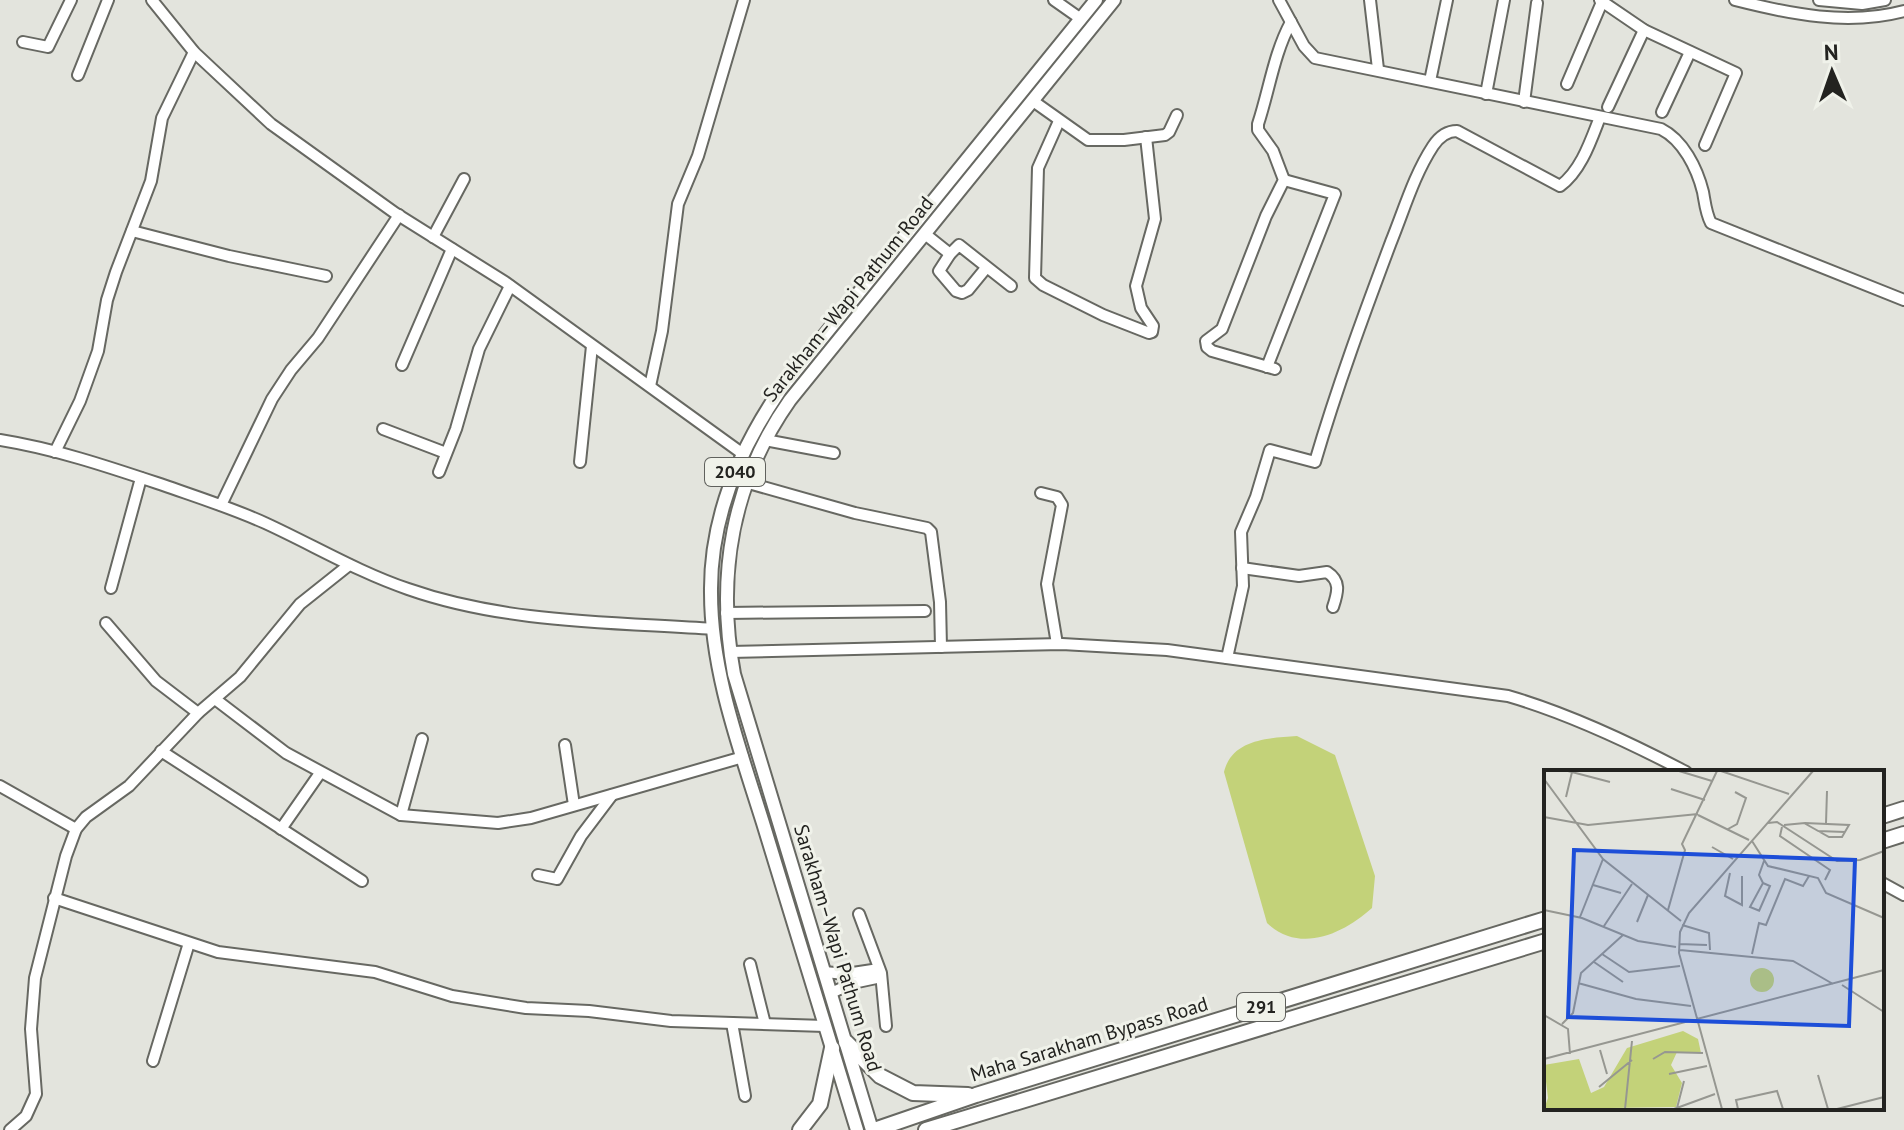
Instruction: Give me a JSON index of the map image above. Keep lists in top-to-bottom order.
{
  "streets": {
    "highway": ["291", "Maha Sarakham Bypass Road"],
    "main road": ["Sarakham–Wapi Pathum Road", "2040"]
  },
  "crossings": [
    ["Sarakham–Wapi Pathum Road", "Maha Sarakham Bypass Road"]
  ],
  "north": "top"
}
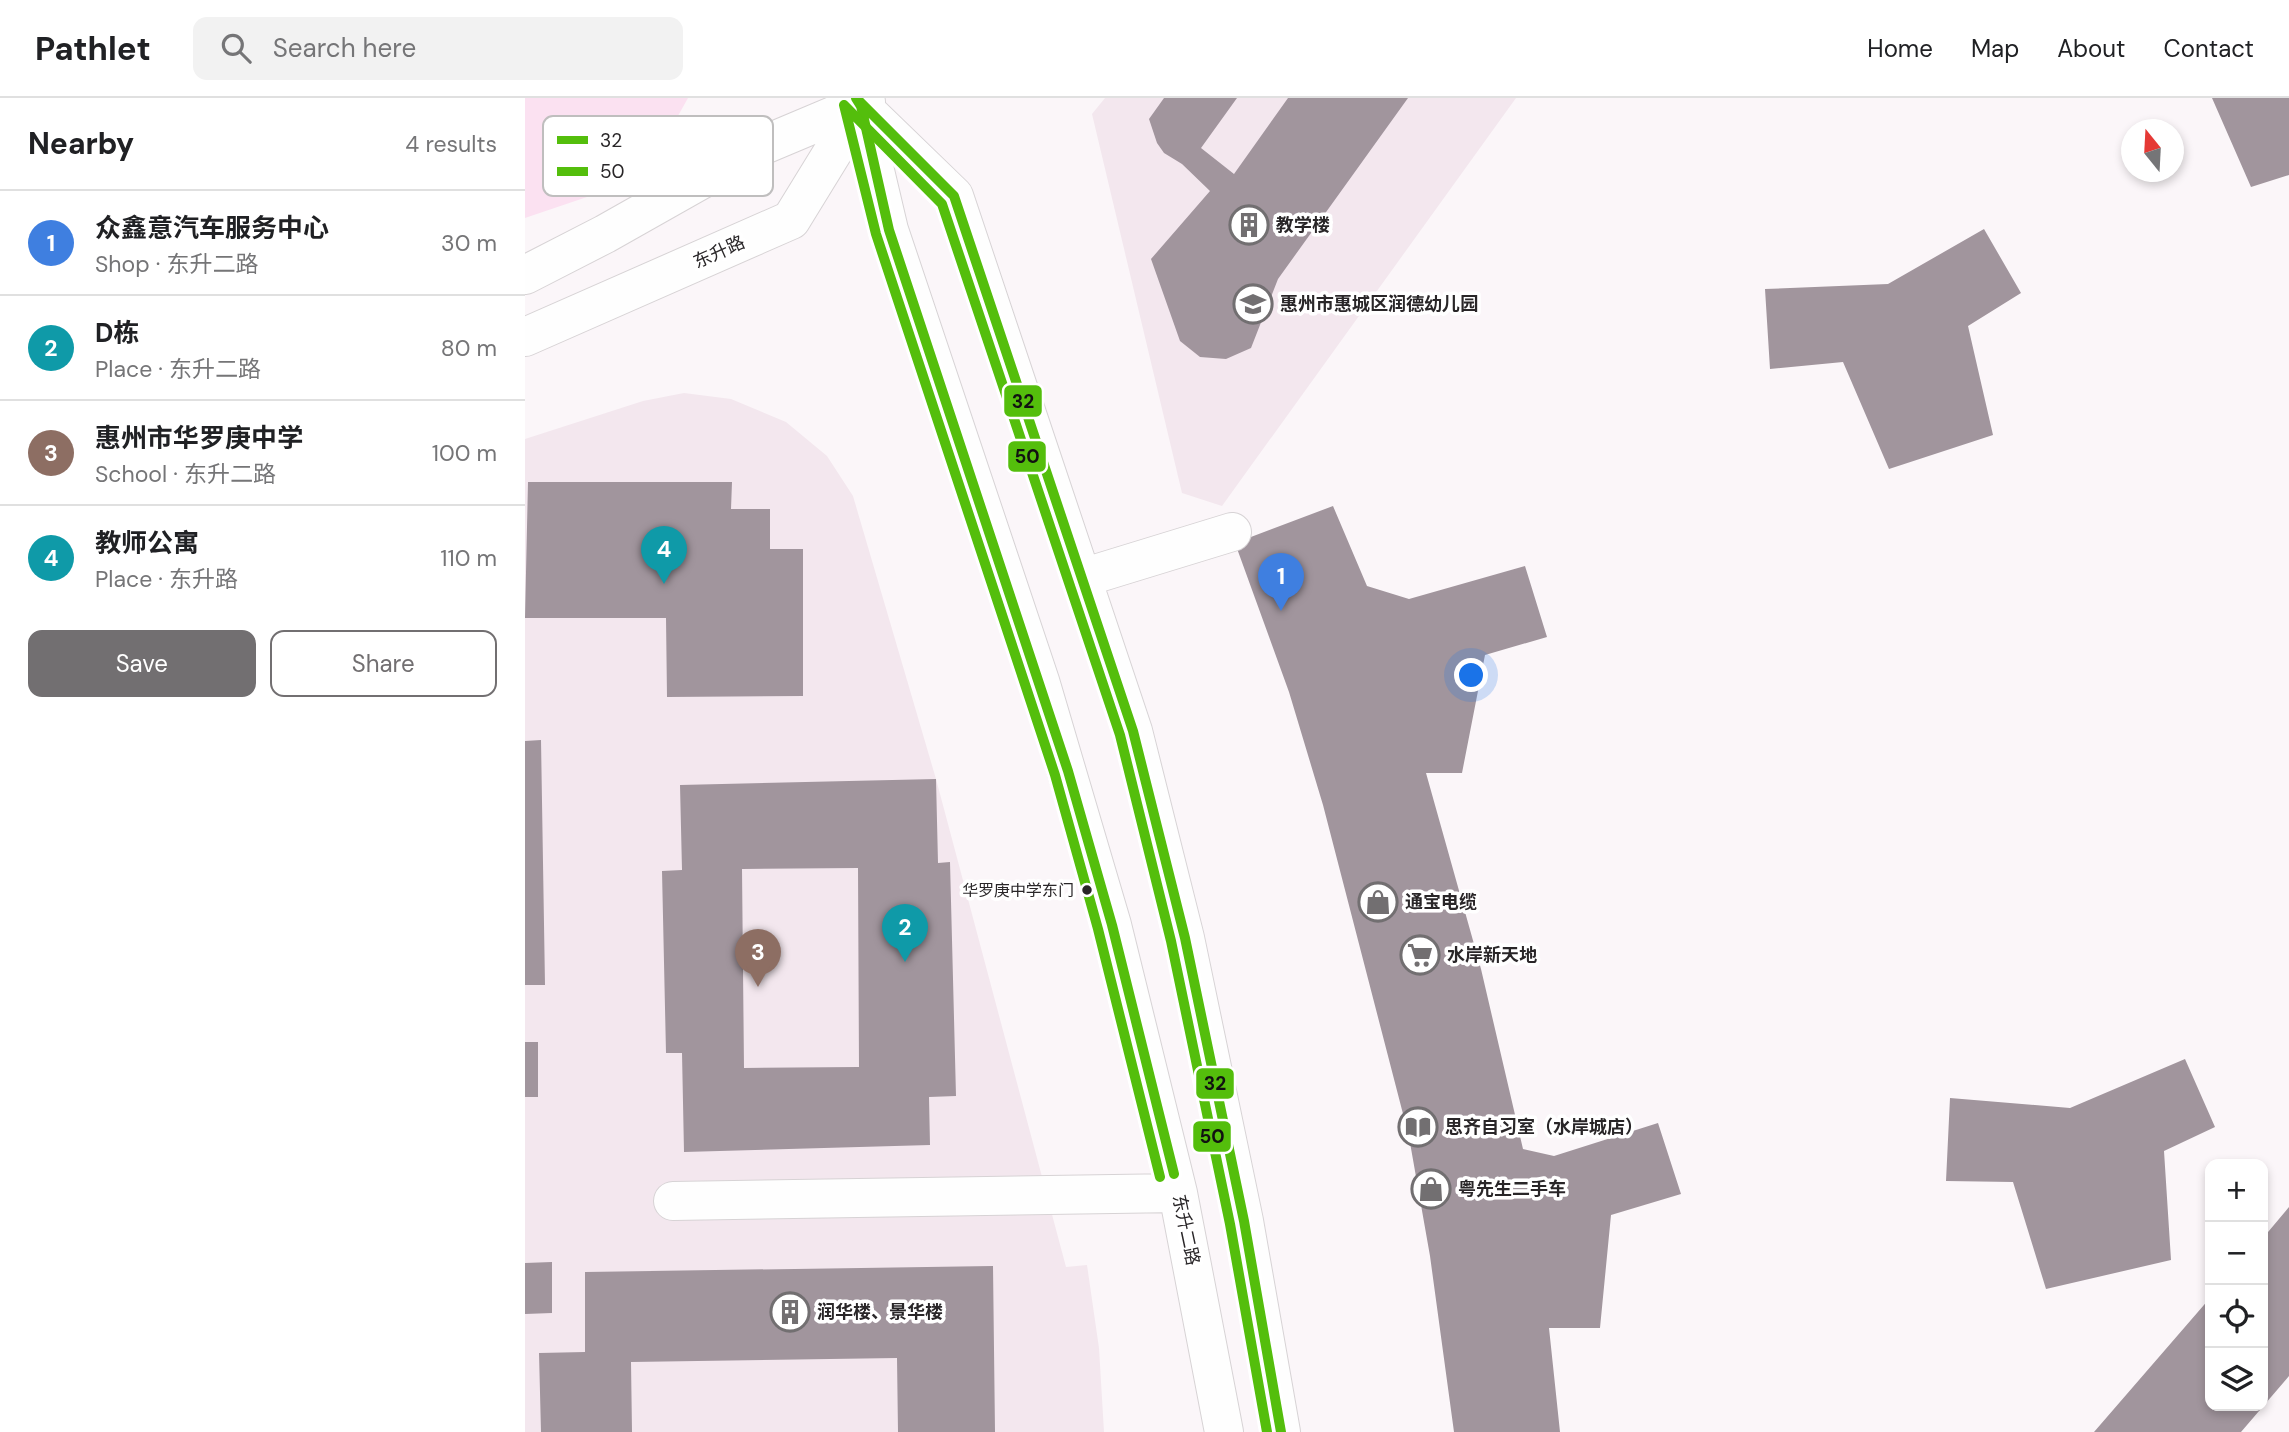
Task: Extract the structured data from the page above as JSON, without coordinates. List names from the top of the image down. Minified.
{"streets":{"street":["东升路","东升二路"]},"crossings":[["东升路","东升二路"]],"places":{"building":["教学楼","润华楼、景华楼"],"school or university":["惠州市惠城区润德幼儿园"],"other":["华罗庚中学东门"],"shop":["通宝电缆","粤先生二手车"],"supermarket":["水岸新天地"],"library":["思齐自习室（水岸城店）"]},"lines":["transit line 32","transit line 50"],"legend":["32","50"],"north":"top","page":{"header":"Pathlet","search":"Search here","nav":["Home","Map","About","Contact"],"heading":["Nearby","4 results"],"list":[{"mark":"1","name":"众鑫意汽车服务中心","note":"Shop · 东升二路","value":"30 m"},{"mark":"2","name":"D栋","note":"Place · 东升二路","value":"80 m"},{"mark":"3","name":"惠州市华罗庚中学","note":"School · 东升二路","value":"100 m"},{"mark":"4","name":"教师公寓","note":"Place · 东升路","value":"110 m"}],"pins":["4","1","2","3"],"buttons":["Save","Share"],"map_buttons":["+","−"]}}
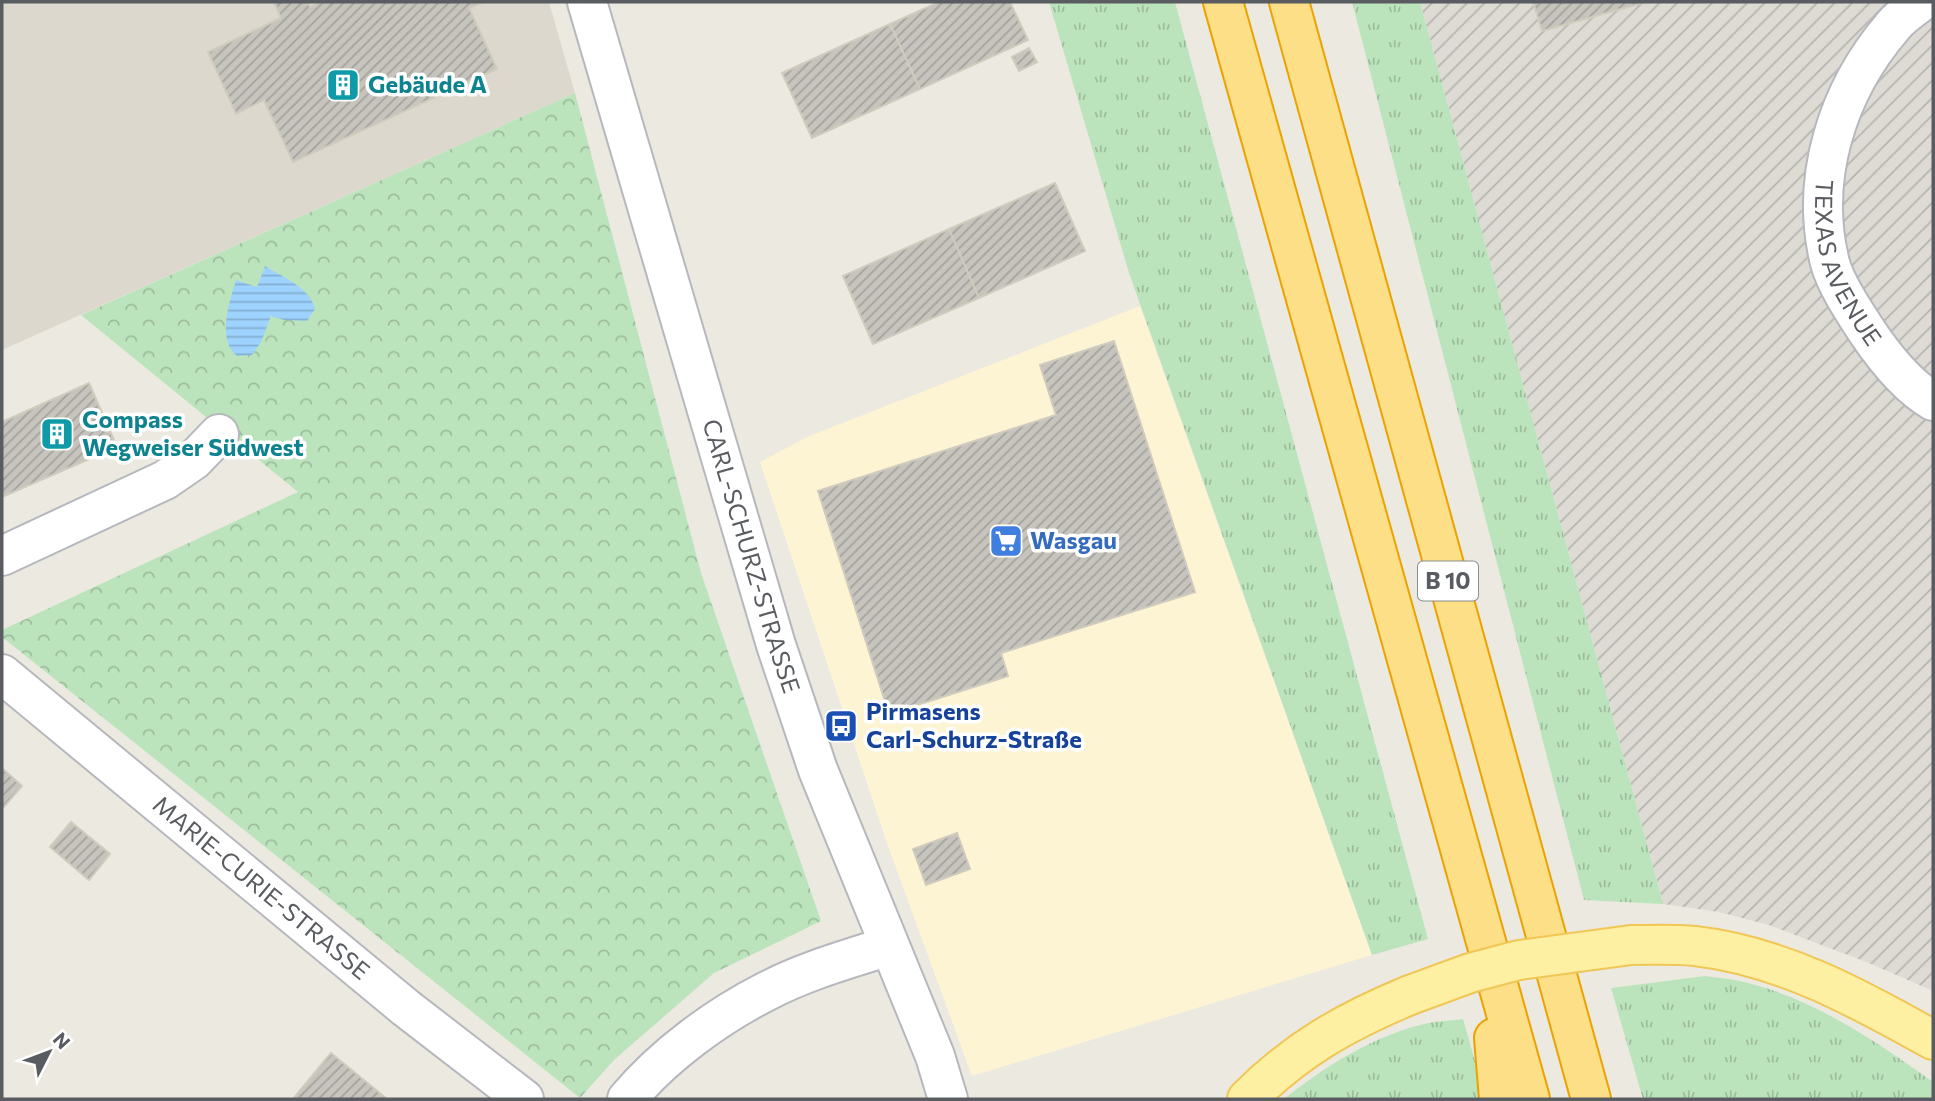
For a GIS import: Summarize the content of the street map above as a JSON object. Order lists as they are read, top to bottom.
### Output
{
  "streets": {
    "highway": ["B 10"],
    "street": ["TEXAS AVENUE", "CARL-SCHURZ-STRASSE", "MARIE-CURIE-STRASSE"]
  },
  "places": {
    "building": ["Gebäude A", "Compass Wegweiser Südwest"],
    "supermarket": ["Wasgau"],
    "bus stop": ["Pirmasens Carl-Schurz-Straße"]
  },
  "north": "top right"
}
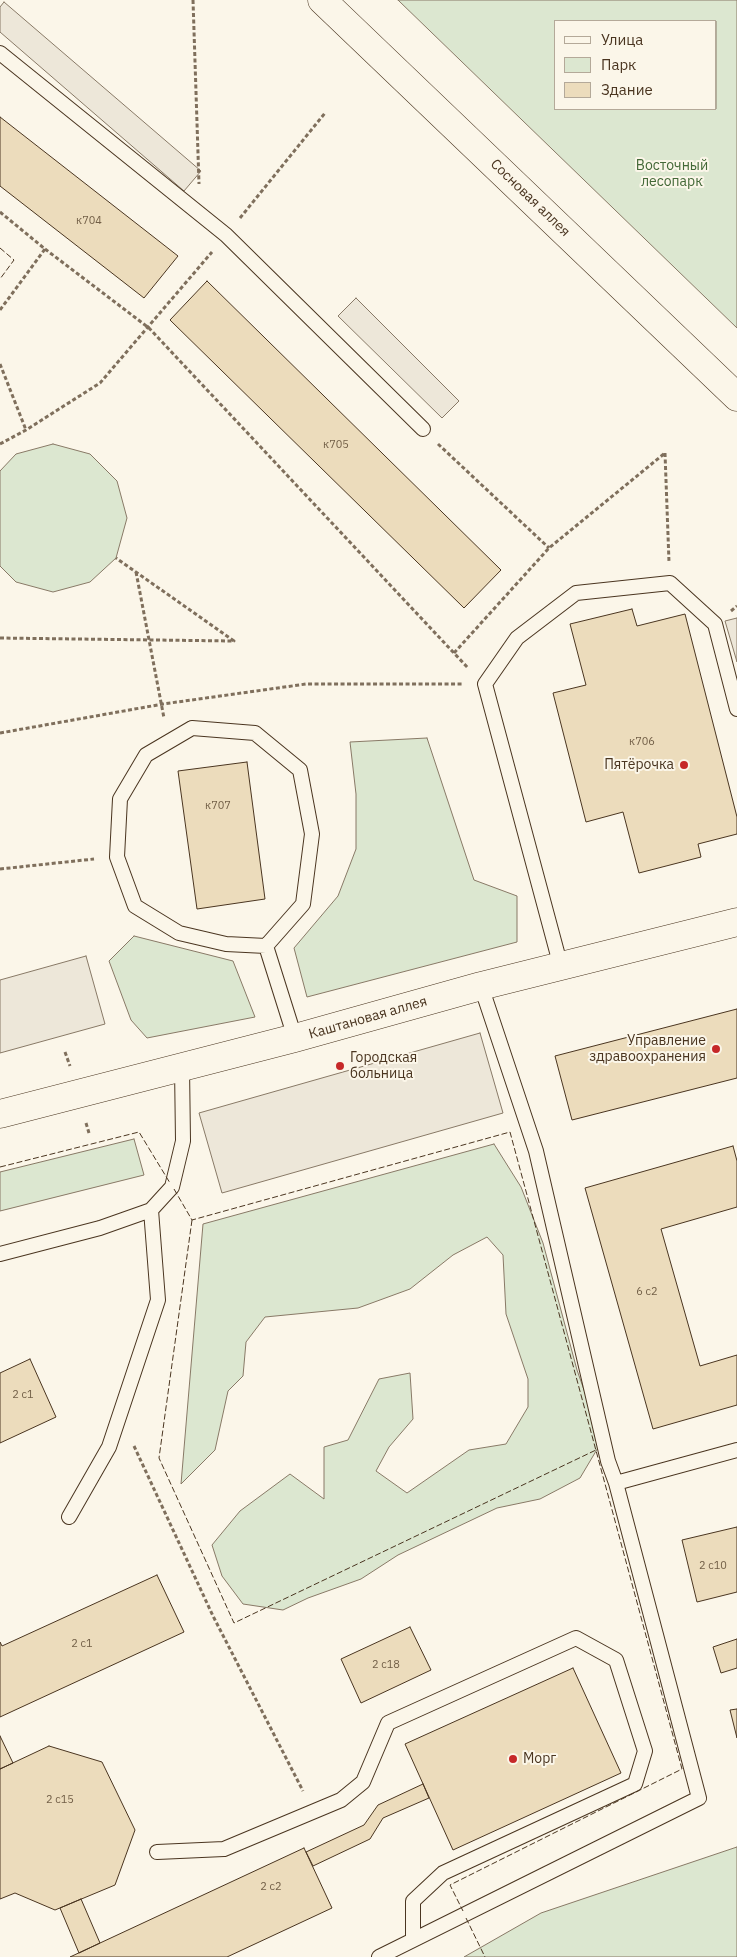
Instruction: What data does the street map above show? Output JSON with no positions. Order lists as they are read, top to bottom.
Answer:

______________________________

▶ **The problem**: Each line above is to be duplicated exactly, and the pictures are to be omitted.

▶ **Answer box**:
Instruction: Give me a JSON index of the map image above. Keep lists in top-to-bottom order.
{
  "streets": {
    "highway": ["291", "Maha Sarakham Bypass Road"],
    "main road": ["Sarakham–Wapi Pathum Road", "2040"]
  },
  "crossings": [
    ["Sarakham–Wapi Pathum Road", "Maha Sarakham Bypass Road"]
  ],
  "north": "top"
}
Task: Extract the structured data from the page above as JSON, without coordinates. List names from the top of the image down. Minified.
{"streets":{"street":["东升路","东升二路"]},"crossings":[["东升路","东升二路"]],"places":{"building":["教学楼","润华楼、景华楼"],"school or university":["惠州市惠城区润德幼儿园"],"other":["华罗庚中学东门"],"shop":["通宝电缆","粤先生二手车"],"supermarket":["水岸新天地"],"library":["思齐自习室（水岸城店）"]},"lines":["transit line 32","transit line 50"],"legend":["32","50"],"north":"top","page":{"header":"Pathlet","search":"Search here","nav":["Home","Map","About","Contact"],"heading":["Nearby","4 results"],"list":[{"mark":"1","name":"众鑫意汽车服务中心","note":"Shop · 东升二路","value":"30 m"},{"mark":"2","name":"D栋","note":"Place · 东升二路","value":"80 m"},{"mark":"3","name":"惠州市华罗庚中学","note":"School · 东升二路","value":"100 m"},{"mark":"4","name":"教师公寓","note":"Place · 东升路","value":"110 m"}],"pins":["4","1","2","3"],"buttons":["Save","Share"],"map_buttons":["+","−"]}}
For a GIS import: Summarize the content of the street map above as a JSON object. Order lists as they are read, top to bottom.
### Output
{
  "streets": {
    "highway": ["B 10"],
    "street": ["TEXAS AVENUE", "CARL-SCHURZ-STRASSE", "MARIE-CURIE-STRASSE"]
  },
  "places": {
    "building": ["Gebäude A", "Compass Wegweiser Südwest"],
    "supermarket": ["Wasgau"],
    "bus stop": ["Pirmasens Carl-Schurz-Straße"]
  },
  "north": "top right"
}
Instruction: What data does the street map above show? Output JSON with no positions. Order lists as they are read, top to bottom.
Answer:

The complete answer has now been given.